Se disponía a echar a correr cuando recordó aquellas historias macabras: Ralph, el juez local, de pie en la taberna con un pichel en la mano, describió en voz baja los cadáveres decapitados que habían encontrado en los bosques que rodeaban a la ciudad.
– Sangraban como si fueran cochinos degollados -contó Ralph-. La sangre les salía a borbotones como el vino se desparrama al romperse una jarra: las cabezas pendían de su propia cabellera atada a las ramas de un árbol-. Ralph levantó un dedo amenazador-. ¡Son esos malditos perdidos! -vociferó-. Esos supuestos estudiantes de la ciudad con sus aires de grandeza.
Todo el mundo asintió. Oxford era una ciudad extraña; una ciudad con sus propios derechos y privilegios, con olores y vistas muy peculiares. De hecho, todas las ciudades estaban ya lo suficientemente corrompidas por sus comerciantes engreídos y sus taimados vendedores, pero Oxford, con sus estudiantes (muchos de ellos, extranjeros procedentes de otras regiones e incluso de países al otro lado del mar), era peor que Sodoma y Gomorra, o por lo menos eso decía el padre Ambrosio. La voz de aquellos estudiantes parecía imitar el trino de los pájaros y ataviados con sus llamativas vestimentas eran en realidad la viva encarnación del demonio. De vez en cuando algunos se dejaban caer por Iffley, exhibiéndose como pavos reales, con sus espadas y cuchillos bien sujetos al cinto. Echaban el ojo a las muchachas y se fijaban en cualquier cosa que pudieran hurtar. Y, por supuesto, aquellos mismos estudiantes eran los culpables de los horripilantes cadáveres que se habían encontrado en las afueras de la ciudad.

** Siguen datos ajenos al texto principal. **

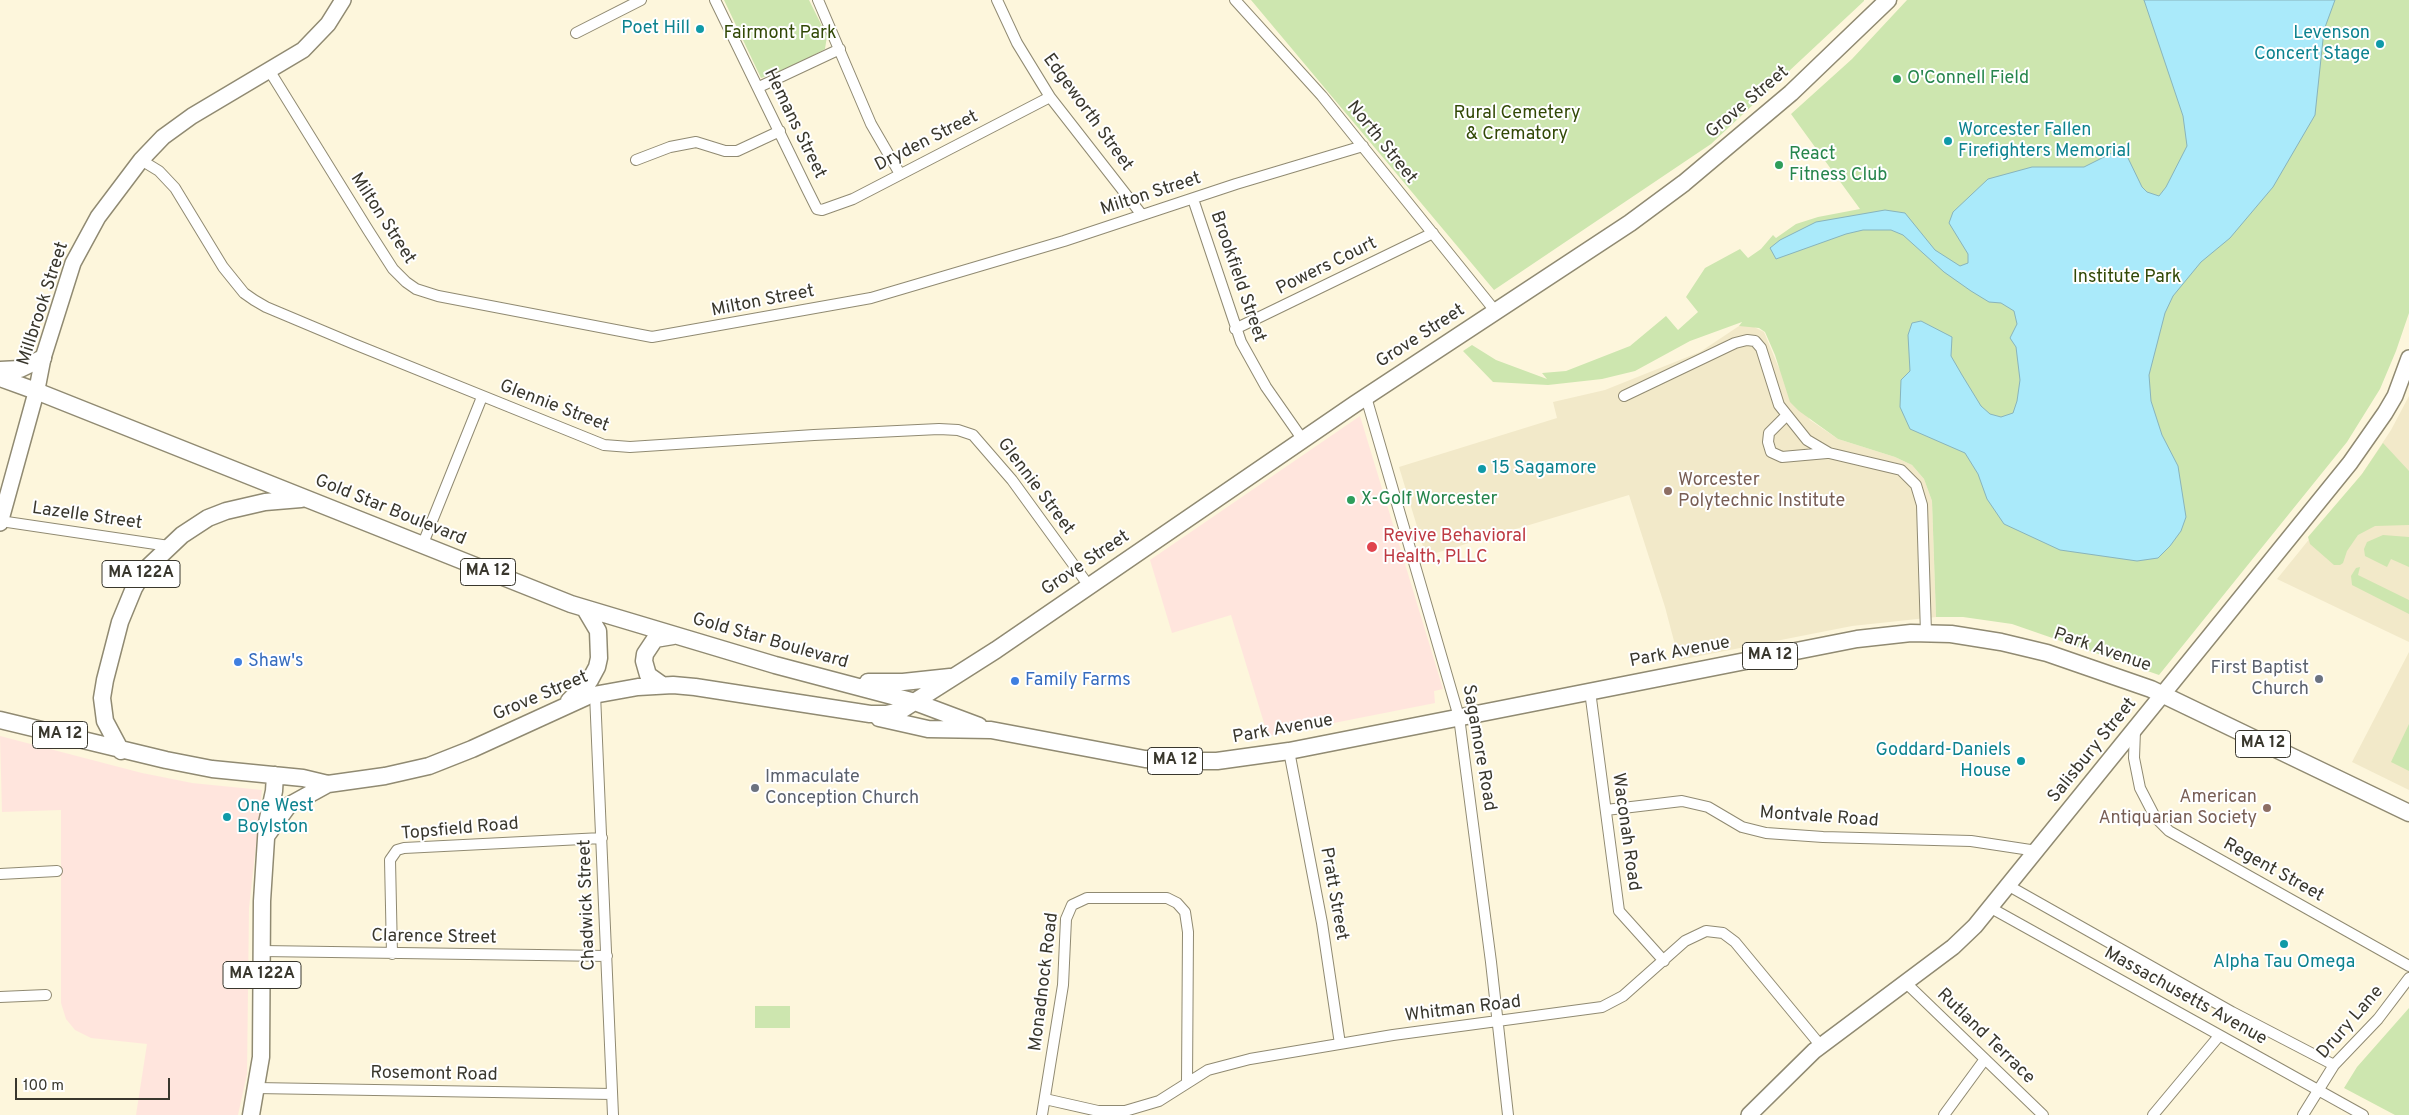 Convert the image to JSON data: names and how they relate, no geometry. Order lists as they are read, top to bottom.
{
  "streets": {
    "main road": [
      "Grove Street",
      "Millbrook Street",
      "Gold Star Boulevard",
      "MA 12",
      "MA 122A",
      "Park Avenue",
      "Salisbury Street"
    ],
    "street": [
      "Edgeworth Street",
      "Hemans Street",
      "Dryden Street",
      "North Street",
      "Milton Street",
      "Powers Court",
      "Brookfield Street",
      "Glennie Street",
      "Lazelle Street",
      "Sagamore Road",
      "Montvale Road",
      "Topsfield Road",
      "Waconah Road",
      "Regent Street",
      "Pratt Street",
      "Chadwick Street",
      "Clarence Street",
      "Monadnock Road",
      "Massachusetts Avenue",
      "Whitman Road",
      "Drury Lane",
      "Rutland Terrace",
      "Rosemont Road"
    ]
  },
  "crossings": [
    ["Grove Street", "North Street"],
    ["Grove Street", "Brookfield Street"],
    ["Grove Street", "Glennie Street"],
    ["Grove Street", "Gold Star Boulevard"],
    ["Grove Street", "MA 12"],
    ["Grove Street", "MA 122A"],
    ["Grove Street", "Park Avenue"],
    ["Grove Street", "Sagamore Road"],
    ["Grove Street", "Chadwick Street"],
    ["Edgeworth Street", "Dryden Street"],
    ["Edgeworth Street", "Milton Street"],
    ["Hemans Street", "Dryden Street"],
    ["North Street", "Milton Street"],
    ["North Street", "Powers Court"],
    ["Milton Street", "Brookfield Street"],
    ["Milton Street", "Millbrook Street"],
    ["Powers Court", "Brookfield Street"],
    ["Millbrook Street", "Glennie Street"],
    ["Millbrook Street", "Gold Star Boulevard"],
    ["Millbrook Street", "Lazelle Street"],
    ["Gold Star Boulevard", "MA 122A"],
    ["Gold Star Boulevard", "Park Avenue"],
    ["Lazelle Street", "MA 122A"],
    ["MA 12", "MA 122A"],
    ["MA 122A", "Clarence Street"],
    ["MA 122A", "Rosemont Road"],
    ["Park Avenue", "Sagamore Road"],
    ["Park Avenue", "Salisbury Street"],
    ["Park Avenue", "Waconah Road"],
    ["Park Avenue", "Pratt Street"],
    ["Sagamore Road", "Whitman Road"],
    ["Salisbury Street", "Montvale Road"],
    ["Salisbury Street", "Regent Street"],
    ["Salisbury Street", "Massachusetts Avenue"],
    ["Salisbury Street", "Whitman Road"],
    ["Salisbury Street", "Rutland Terrace"],
    ["Montvale Road", "Waconah Road"],
    ["Topsfield Road", "Chadwick Street"],
    ["Topsfield Road", "Clarence Street"],
    ["Waconah Road", "Whitman Road"],
    ["Pratt Street", "Whitman Road"],
    ["Chadwick Street", "Clarence Street"],
    ["Chadwick Street", "Rosemont Road"],
    ["Monadnock Road", "Whitman Road"],
    ["Massachusetts Avenue", "Drury Lane"]
  ],
  "parks": ["Fairmont Park", "Rural Cemetery & Crematory", "Institute Park"],
  "places": [
    "Poet Hill",
    "Levenson Concert Stage",
    "O'Connell Field",
    "Worcester Fallen Firefighters Memorial",
    "React Fitness Club",
    "15 Sagamore",
    "Worcester Polytechnic Institute",
    "X-Golf Worcester",
    "Revive Behavioral Health, PLLC",
    "Shaw's",
    "First Baptist Church",
    "Family Farms",
    "Goddard-Daniels House",
    "Immaculate Conception Church",
    "American Antiquarian Society",
    "One West Boylston",
    "Alpha Tau Omega"
  ],
  "scale_bar": "100 m"
}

– Si desean cometer crímenes tan horribles -gruñó Bartholomeu, el molinero-, que lo hagan dentro de sus propias murallas.

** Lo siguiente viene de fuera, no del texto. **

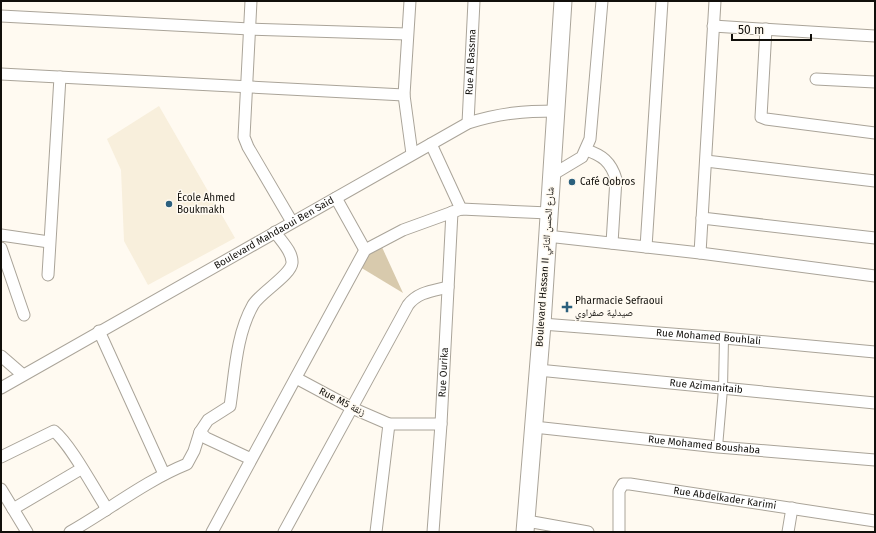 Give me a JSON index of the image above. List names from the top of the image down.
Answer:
{
  "streets": {
    "main road": ["Boulevard Hassan II شارع الحسن الثاني"],
    "street": [
      "Rue Al Bassma",
      "Boulevard Mahdaoui Ben Said",
      "Rue Mohamed Bouhlali",
      "Rue Ourika",
      "Rue Azimanitaib",
      "Rue M5 زنقة",
      "Rue Mohamed Boushaba",
      "Rue Abdelkader Karimi"
    ]
  },
  "crossings": [
    ["Rue Al Bassma", "Boulevard Mahdaoui Ben Said"],
    ["Boulevard Mahdaoui Ben Said", "Boulevard Hassan II شارع الحسن الثاني"],
    ["Boulevard Mahdaoui Ben Said", "Rue Ourika"],
    ["Boulevard Hassan II شارع الحسن الثاني", "Rue Mohamed Bouhlali"],
    ["Boulevard Hassan II شارع الحسن الثاني", "Rue Azimanitaib"],
    ["Boulevard Hassan II شارع الحسن الثاني", "Rue Mohamed Boushaba"]
  ],
  "places": {
    "other": ["Café Qobros", "École Ahmed Boukmakh"],
    "health": ["Pharmacie Sefraoui صيدلية صفراوي"]
  },
  "scale_bar": "50 m"
} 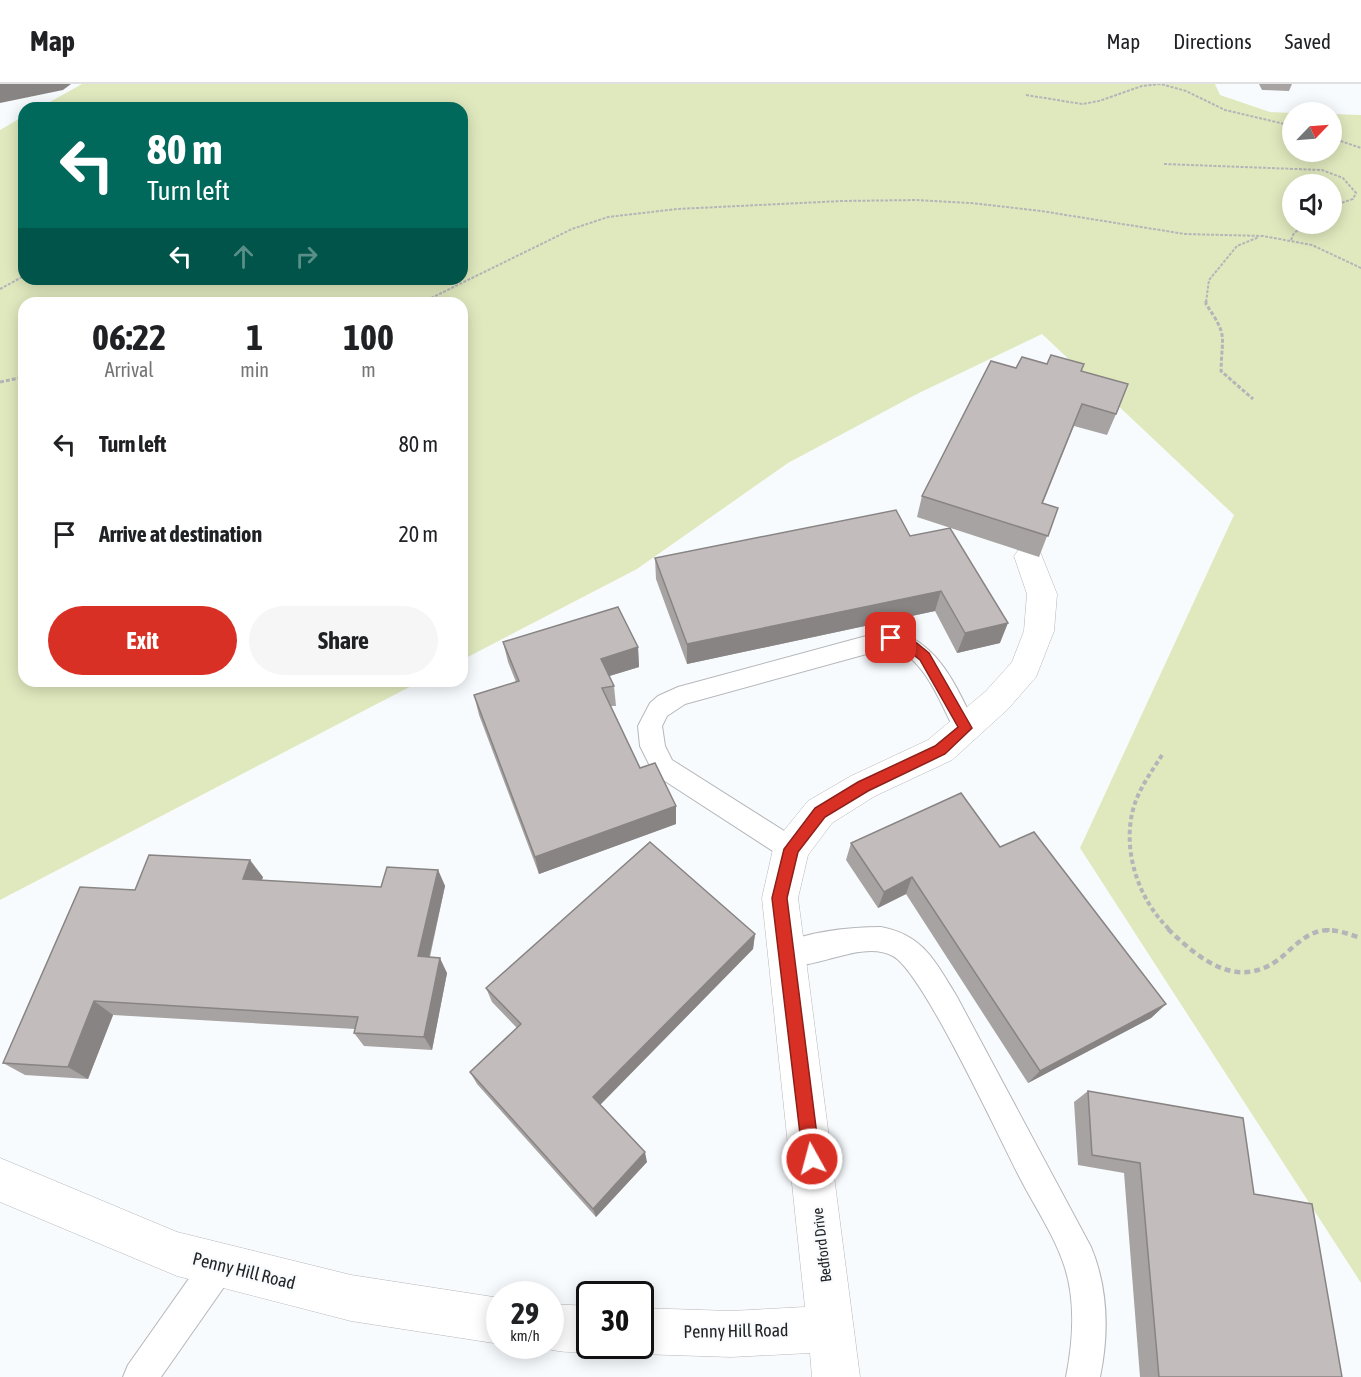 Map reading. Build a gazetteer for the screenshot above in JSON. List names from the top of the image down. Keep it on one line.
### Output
{"streets":{"street":["Bedford Drive","Penny Hill Road"]},"crossings":[["Bedford Drive","Penny Hill Road"]],"north":"top right","page":{"header":"Map","nav":["Map","Directions","Saved"],"turn":["80 m","Turn left"],"eta":["06:22","Arrival","1","min","100","m"],"list":[{"name":"Turn left","value":"80 m"},{"name":"Arrive at destination","value":"20 m"}],"buttons":["Exit","Share"],"speed":"29 km/h","limit":"30"}}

– Pero ¿por qué? -intervino el padre Ambrosio-. He oído que los cadáveres pertenecían a unos mendigos. Hay quien dice que los utilizaron -su voz se había convertido en un débil susurro- para salvajes ritos satánicos.
– ¡Piers! ¡Piers!
El chico salió de su ensimismamiento. Edigha jugueteaba con uno de los cordones de su corpiño y las llamas del deseo volvieron a encenderse en su vientre.
– ¡Vamos! -susurró con voz apagada. Acarició lentamente su generosa pechera, recorriendo su cuerpo con los dedos hasta llegar a su delgada cintura. La atrajo hacia sí-. Eres irresistible.

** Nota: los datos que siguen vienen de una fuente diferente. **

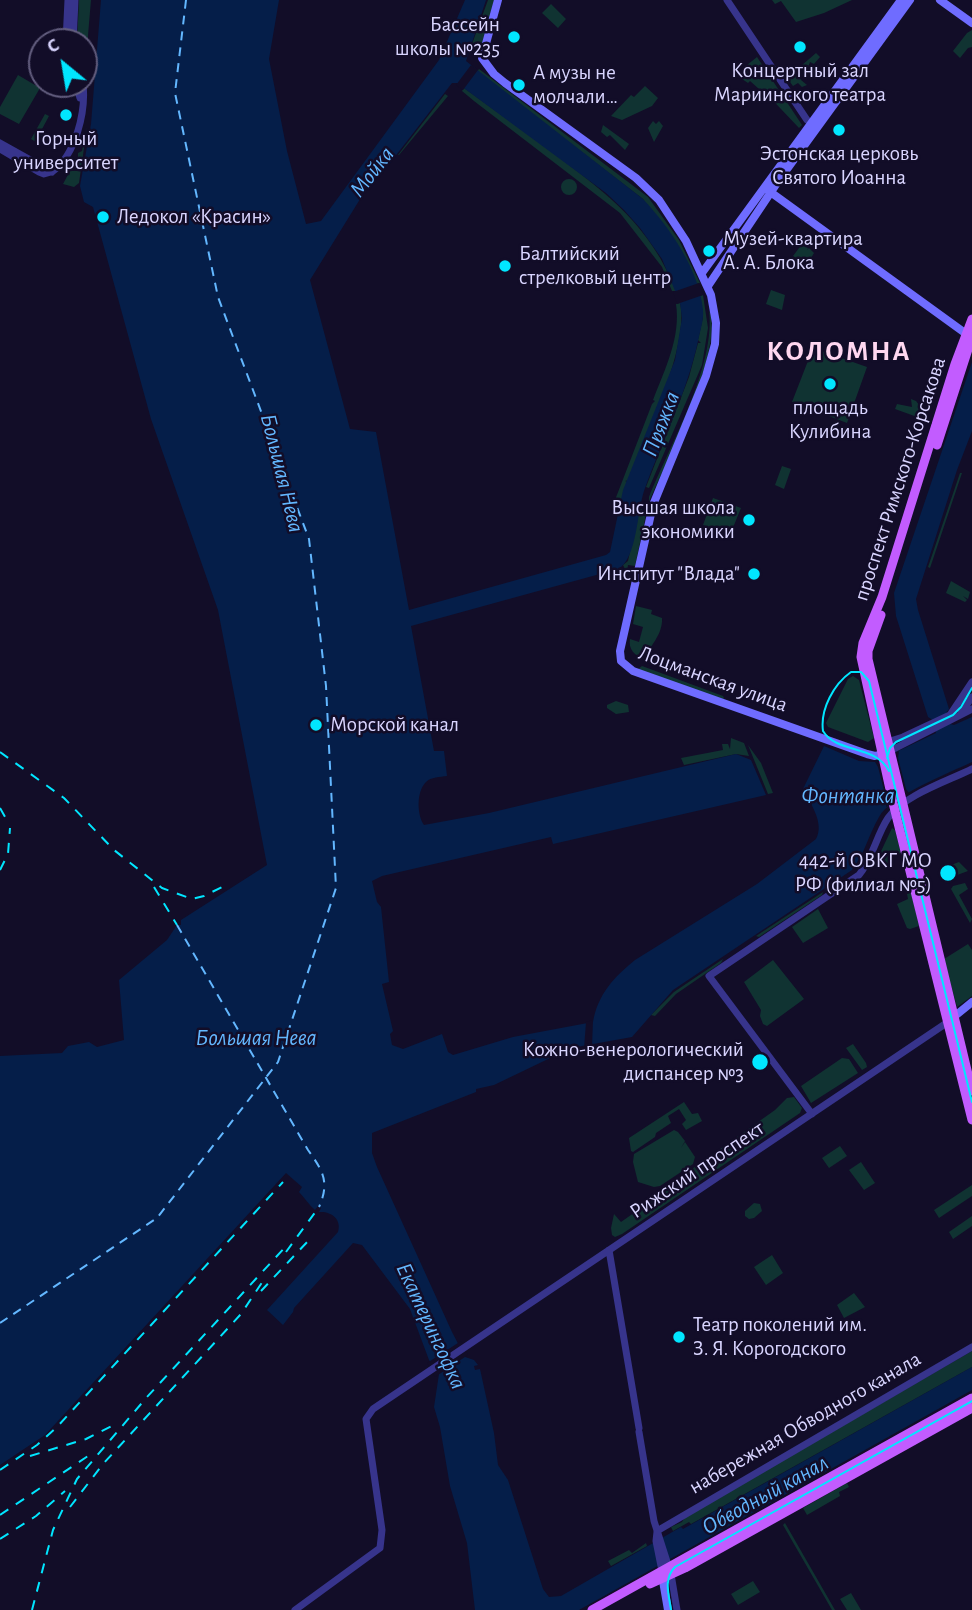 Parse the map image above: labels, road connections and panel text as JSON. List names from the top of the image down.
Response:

– ¿Acaso no voy a ser tu mujer? -preguntó con exigencia sin apartar sus ojos azules de los de él-. Eso fue lo que dijiste. Podrás tenerme cuando sea tu esposa. ¿Y si nos casamos antes de la festividad de Todos los Santos?
Piers se detuvo para besarla pero luego dio un respingo y echó la cabeza hacia atrás mientras alzaba la vista. Una gota de sangre le había salpicado en la frente. Vio caer una pluma: el halcón se había decidido a dar caza a su presa. Piers no esperó más; Edigha podía cambiar de opinión. Echaron a correr entre el trigo, parándose de vez en cuando para abrazarse y besarse. Los dedos sudorosos de Piers se colaron en el corpiño de Edigha y desataron los cordones. Por fin llegaron al bosque y se adentraron en su verde y fría oscuridad. Piers tiró a Edigha al suelo y la apresó con su cuerpo. Ella reía y se resistía, hasta que pudo liberarse y salir corriendo. Piers soltó un suspiro. Las chicas siempre hacían lo mismo, convertían el cortejo en una falsa cacería. Piers se puso en pie, corrió tras ella y por fin le dio caza en un pequeño claro. Suspiró con satisfacción: el cabello de Edigha se había soltado y le resbalaba por los hombros: una mata de oro le caía a ambos lados de la cara sonrojada y sudorosa; sus ojos azules brillaban como nunca. La cogió de la mano, la atrajo hacia sí y juntos pasearon entre los árboles. Empezó a besarla, saboreando el dulce olor de su piel, lamiendo el sudor que envolvía su garganta. De repente, Edigha se quedó paralizada. Lo apartó de su lado y retrocedió, con la mirada fija en algo que había detrás de él. El rostro de Edigha había palidecido. Entornó los ojos, incapaz de hacer otra cosa que abrir y cerrar la boca presa del pánico, mientras unos extraños balbuceos salían del fondo de su garganta.